Entendendo que o homem é
um ser naturalmente político, os gregos do período clássico primavam pela
educação intelectual, artística e física do homem, tendo em vista o objetivo de
qualificá-lo para assumir papéis de destaque na sociedade e no âmbito da
administração das cidades-estados.
Detalhe de um sarcófago da primeira
metade do século II (Paris, Louvre). Um menino declama um dever de Retórica
diante de seu pai (não do mestre). Tanto os seus dois dedos da mão direita
quanto sua postura corporal (inclusive a perna direita levemente inclinada para
trás) compõem a eloquência; o papiro na mão esquerda é o símbolo de sua
cultura, de sua dignidade social. O estudo na Antiguidade existia para adornar
o espírito e instruir o estudante nas belas letras.
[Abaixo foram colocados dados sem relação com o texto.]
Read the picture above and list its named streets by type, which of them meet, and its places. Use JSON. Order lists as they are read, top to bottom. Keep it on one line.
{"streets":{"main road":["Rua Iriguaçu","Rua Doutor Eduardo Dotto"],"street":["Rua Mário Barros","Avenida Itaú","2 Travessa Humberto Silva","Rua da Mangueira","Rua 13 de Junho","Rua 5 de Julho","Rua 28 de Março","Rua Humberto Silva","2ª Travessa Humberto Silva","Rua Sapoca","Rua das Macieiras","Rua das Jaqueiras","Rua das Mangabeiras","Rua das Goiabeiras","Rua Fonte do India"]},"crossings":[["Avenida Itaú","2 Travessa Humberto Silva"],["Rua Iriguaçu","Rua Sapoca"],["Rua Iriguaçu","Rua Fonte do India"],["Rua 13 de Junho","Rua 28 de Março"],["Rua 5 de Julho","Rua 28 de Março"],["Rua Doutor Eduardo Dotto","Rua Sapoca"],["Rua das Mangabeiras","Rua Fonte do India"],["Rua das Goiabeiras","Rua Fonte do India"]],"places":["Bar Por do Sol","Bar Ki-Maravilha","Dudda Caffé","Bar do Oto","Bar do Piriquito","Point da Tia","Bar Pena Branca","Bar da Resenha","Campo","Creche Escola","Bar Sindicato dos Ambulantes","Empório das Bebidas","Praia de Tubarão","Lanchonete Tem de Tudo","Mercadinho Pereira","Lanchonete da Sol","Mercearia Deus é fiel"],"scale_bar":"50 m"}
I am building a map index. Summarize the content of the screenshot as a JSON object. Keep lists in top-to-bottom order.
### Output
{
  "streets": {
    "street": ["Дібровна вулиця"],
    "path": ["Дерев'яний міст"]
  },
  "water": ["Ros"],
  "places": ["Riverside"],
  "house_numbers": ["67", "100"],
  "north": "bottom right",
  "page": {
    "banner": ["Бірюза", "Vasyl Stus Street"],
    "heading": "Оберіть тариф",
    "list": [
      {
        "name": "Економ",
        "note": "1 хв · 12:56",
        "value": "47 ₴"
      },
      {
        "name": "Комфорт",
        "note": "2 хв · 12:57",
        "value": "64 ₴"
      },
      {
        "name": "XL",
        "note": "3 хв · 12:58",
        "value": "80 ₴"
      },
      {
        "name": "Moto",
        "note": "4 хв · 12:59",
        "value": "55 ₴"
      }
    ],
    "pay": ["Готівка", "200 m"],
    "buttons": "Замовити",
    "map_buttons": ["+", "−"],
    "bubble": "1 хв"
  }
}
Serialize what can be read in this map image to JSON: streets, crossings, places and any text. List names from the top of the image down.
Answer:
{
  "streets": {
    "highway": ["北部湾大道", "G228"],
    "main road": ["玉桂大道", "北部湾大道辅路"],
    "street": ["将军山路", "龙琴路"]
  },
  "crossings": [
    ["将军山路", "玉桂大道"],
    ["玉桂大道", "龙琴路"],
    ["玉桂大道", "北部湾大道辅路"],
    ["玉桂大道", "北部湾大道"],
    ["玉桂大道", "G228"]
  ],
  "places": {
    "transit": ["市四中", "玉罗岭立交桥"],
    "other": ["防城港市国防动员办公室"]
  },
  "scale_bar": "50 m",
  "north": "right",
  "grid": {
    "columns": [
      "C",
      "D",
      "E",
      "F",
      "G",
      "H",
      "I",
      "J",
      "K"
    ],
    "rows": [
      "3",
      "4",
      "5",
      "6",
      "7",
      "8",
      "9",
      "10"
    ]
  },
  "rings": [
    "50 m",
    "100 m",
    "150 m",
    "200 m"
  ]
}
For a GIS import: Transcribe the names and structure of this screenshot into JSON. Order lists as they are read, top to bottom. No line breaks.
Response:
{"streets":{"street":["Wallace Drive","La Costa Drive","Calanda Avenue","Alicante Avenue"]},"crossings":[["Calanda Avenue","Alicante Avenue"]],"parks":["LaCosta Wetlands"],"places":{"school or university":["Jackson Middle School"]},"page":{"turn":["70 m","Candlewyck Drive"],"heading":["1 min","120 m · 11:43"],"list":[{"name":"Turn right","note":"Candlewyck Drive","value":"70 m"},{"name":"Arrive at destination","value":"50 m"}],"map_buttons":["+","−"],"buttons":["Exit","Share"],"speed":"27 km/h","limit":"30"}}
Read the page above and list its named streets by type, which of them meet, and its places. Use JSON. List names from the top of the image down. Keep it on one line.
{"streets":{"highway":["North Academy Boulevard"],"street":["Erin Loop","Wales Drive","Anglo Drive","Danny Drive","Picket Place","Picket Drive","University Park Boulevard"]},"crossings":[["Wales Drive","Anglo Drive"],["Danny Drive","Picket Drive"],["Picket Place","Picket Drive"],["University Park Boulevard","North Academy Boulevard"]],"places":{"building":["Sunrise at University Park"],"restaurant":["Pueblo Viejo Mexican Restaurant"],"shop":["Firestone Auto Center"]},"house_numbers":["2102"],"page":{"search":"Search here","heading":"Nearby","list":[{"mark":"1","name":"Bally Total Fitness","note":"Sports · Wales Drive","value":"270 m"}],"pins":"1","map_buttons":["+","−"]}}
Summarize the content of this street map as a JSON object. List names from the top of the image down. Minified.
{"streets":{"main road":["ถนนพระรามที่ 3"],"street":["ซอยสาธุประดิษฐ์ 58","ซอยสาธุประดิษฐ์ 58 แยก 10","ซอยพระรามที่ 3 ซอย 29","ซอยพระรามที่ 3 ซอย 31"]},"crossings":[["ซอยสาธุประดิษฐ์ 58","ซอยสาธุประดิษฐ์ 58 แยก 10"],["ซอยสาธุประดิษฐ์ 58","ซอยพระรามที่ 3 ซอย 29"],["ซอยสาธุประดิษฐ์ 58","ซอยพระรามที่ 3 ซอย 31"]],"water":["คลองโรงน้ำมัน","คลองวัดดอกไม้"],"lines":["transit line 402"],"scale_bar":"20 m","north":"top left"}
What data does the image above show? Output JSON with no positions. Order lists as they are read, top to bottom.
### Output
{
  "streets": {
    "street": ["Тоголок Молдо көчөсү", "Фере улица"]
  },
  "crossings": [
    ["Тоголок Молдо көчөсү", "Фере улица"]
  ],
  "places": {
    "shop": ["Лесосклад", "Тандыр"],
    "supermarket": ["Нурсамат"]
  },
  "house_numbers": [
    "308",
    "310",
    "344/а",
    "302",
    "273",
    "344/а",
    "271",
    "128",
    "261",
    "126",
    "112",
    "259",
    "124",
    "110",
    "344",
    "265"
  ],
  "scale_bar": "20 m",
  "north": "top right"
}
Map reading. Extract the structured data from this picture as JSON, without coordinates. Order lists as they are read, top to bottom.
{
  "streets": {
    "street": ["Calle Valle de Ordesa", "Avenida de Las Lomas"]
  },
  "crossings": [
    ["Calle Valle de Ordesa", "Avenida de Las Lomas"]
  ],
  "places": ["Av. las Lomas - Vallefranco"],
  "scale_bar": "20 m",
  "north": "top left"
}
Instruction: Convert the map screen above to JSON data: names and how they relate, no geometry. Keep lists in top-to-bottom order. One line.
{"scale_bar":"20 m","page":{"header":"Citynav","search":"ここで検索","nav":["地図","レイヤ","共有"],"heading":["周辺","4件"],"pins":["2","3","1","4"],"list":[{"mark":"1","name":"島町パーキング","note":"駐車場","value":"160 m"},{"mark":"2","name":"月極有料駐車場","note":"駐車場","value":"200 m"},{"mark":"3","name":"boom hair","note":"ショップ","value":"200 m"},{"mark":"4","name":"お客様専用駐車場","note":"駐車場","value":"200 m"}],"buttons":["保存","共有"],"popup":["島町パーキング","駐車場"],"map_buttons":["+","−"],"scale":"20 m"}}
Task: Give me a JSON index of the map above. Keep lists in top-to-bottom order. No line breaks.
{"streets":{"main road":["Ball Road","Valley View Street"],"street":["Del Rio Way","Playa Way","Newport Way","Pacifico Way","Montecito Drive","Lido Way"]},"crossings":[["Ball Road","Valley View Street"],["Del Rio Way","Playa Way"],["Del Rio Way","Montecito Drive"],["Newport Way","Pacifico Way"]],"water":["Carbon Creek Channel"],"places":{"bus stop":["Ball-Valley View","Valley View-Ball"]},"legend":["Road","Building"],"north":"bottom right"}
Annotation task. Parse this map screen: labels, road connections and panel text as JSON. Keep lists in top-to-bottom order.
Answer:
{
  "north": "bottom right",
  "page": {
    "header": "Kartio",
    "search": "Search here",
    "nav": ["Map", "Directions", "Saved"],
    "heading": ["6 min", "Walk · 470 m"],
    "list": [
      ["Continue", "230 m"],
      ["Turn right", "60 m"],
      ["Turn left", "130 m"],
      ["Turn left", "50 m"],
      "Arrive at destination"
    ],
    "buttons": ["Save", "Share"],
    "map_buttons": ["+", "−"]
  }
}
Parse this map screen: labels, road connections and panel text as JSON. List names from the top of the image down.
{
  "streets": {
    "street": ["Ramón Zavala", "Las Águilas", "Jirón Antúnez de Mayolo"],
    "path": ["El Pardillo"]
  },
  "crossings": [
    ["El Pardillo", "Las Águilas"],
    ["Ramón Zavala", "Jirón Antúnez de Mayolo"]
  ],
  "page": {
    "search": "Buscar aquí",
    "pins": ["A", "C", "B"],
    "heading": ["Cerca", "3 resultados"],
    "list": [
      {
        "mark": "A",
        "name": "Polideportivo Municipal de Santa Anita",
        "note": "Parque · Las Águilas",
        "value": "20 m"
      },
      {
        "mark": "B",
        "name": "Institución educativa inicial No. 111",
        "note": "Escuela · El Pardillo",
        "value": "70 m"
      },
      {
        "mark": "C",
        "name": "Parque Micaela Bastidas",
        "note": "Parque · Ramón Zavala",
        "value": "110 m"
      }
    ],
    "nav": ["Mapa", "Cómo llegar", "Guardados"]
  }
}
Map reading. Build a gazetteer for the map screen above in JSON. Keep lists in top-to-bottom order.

Em Roma não havia
utilitarismo na Educação.
A pedagogia em Roma está
voltada para questões práticas. Surgiu por volta do século 1 a.C com Cícero
(106-43 a.C) que valorizou a fundamentação filosófica do discurso, sendo um dos
mais importantes representantes da Humanitas depois com Sêneca (4 a.C-65 d.C)
que via na filosofia um modelo de orientação para o bem estar.